Alternately, you can use pip to import "requirements with faster whisper.txt" and use "Diarized_Transcript.py". At this time, this program requires a
pyannote access token for normal on-line diarization and will mix diarization information with transcription information created by faster-whisper. I have not
written a PyInstaller file for this version yet.
Unfortunately, two of the four sample audio files this sample user are too large for GitHub. You'll have to substitute your own files and alter the code.
I found several descriptions of how to embed the pyannote models, including pyannote.audio's tutorial's section for offline use. While these descriptions seemed straight forward, I could not get them to work. They assumed a little too much, said a little too little, and were unclear about what exactly needed to be included and edited. There appears to be just a touch of magic in how one renames the pytorch binary model files, and I was using model names that made sense to me rather than what is required. I eventually stumbled upon a bug report that made clear how important the precise names of the model files were.
- I created a directory called "models".
- I copied the "config.yaml" file from pyannote's speaker diarization 3.1 module, which I edited and renamed "speaker-diarization-3.1-config.yaml". (This file name is probably not mandatory. See the file in the repository for details.)
- I copied the "pytorch_model.bin" file from pyannote's wespeaker-voxceleb-resnet34-LM module, which I renamed pyannote_model_wespeaker-voxceleb-resnet34-LM.bin. (I have not included this file in my repository.)
- I copied the "pytorch_model.bin" file from oyannote's segmentation-3.0 module, which I renamed pytorch_model_segmentation-3.0.bin. (I have not included this file in my repository.)
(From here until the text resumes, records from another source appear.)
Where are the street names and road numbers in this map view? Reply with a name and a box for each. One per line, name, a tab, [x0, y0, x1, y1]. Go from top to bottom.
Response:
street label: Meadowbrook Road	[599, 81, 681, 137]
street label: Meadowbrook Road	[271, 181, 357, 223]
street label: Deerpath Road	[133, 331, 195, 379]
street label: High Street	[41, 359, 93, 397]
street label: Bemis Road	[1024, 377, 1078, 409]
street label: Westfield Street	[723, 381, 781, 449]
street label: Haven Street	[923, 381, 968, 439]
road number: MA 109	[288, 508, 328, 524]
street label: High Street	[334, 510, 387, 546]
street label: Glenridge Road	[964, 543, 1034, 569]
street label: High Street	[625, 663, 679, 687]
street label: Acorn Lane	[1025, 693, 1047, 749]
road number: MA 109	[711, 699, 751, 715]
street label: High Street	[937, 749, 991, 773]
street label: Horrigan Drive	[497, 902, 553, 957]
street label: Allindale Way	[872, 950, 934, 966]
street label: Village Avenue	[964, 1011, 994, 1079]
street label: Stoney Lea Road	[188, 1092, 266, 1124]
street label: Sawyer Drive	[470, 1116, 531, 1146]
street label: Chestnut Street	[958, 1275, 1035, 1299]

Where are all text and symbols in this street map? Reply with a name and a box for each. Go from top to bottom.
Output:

- You must use these exact new file names for the two models. Otherwise, as I understand it, the models won't load properly.
- I then changed the pyannote Pipeline command in my code from:
to:
pipeline = Pipeline.from_pretrained("pyannote/speaker-diarization-3.1", use_auth_token=ACCESS_TOKEN)
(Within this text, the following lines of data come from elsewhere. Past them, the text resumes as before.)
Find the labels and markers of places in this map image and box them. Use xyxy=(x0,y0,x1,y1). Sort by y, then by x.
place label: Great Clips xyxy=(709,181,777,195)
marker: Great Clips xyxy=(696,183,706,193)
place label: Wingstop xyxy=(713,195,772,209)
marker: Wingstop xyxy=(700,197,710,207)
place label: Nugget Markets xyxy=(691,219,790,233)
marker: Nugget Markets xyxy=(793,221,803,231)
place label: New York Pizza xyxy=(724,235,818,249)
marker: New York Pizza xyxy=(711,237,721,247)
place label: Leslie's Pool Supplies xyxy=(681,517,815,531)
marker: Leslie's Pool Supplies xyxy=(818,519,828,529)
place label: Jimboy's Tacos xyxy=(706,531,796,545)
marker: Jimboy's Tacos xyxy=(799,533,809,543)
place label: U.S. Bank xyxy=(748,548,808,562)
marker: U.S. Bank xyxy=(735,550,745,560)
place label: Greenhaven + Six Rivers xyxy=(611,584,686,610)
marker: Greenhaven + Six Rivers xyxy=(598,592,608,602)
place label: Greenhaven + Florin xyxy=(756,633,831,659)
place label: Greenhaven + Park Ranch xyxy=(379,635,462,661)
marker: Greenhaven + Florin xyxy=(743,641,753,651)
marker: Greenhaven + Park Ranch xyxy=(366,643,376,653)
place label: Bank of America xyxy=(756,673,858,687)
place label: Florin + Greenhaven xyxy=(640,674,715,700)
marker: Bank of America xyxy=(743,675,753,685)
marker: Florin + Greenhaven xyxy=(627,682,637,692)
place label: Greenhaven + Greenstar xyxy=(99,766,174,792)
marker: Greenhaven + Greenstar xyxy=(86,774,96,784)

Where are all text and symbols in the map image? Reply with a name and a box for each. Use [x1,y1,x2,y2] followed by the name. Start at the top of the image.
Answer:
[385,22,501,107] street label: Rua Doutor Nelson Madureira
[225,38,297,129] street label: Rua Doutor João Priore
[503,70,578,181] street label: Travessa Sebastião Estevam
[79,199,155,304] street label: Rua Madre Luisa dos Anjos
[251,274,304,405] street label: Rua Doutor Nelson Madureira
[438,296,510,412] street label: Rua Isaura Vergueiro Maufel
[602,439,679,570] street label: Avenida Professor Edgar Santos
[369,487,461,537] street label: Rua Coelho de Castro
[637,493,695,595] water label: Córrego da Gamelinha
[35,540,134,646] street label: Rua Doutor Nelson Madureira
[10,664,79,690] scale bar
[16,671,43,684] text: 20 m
pipeline = Pipeline.from_pretrained("models/speaker-diarization-3.1-config.yaml")
PyInstaller could not initially build an executable for my sample code that would run. What I describe may not be the optimal way to accomplish this task, but this is what worked after several failed attempts that should have worked. Suggestions for improving my techniques are welcome. To test the PyInstaller executable on Windows, I loaded a Command Prompt and ran the executable there. This process allowed me to see where the executable was failing. Essentially the same process worked on macOS. I built the distributable executable and ran it in a Terminal window using the command line. This revealed 4 python modules that needed to be included in the distribution but were not. See setup-Diarize.py. I added the following to my PyInstaller setup command: On Windows:
--add-binary=venv311/Lib/site-packages/asteroid_filterbanks:asteroid_filterbanks
--add-binary=venv311/Lib/site-packages/lightning_fabric:lightning_fabric
--add-binary=venv311/Lib/site-packages/pyannote:pyannote
--add-binary=venv311/Lib/site-packages/speechbrain:speechbrain
On macOS:
--add-binary=venv311/lib/python3.11/site-packages/asteroid_filterbanks:asteroid_filterbanks
--add-binary=venv311/lib/python3.11/site-packages/lightning_fabric:lightning_fabric
--add-binary=venv311/lib/python3.11/site-packages/pyannote:pyannote
--add-binary=venv311/lib/python3.11/site-packages/speechbrain:speechbrain
Following the PyInstaller call, I added the following to copy the necessary model files to the distribution:
shutil.copytree('models', 'dist/Diarize/models')
I hope this provides enough information that you can figure out how to get this working for you.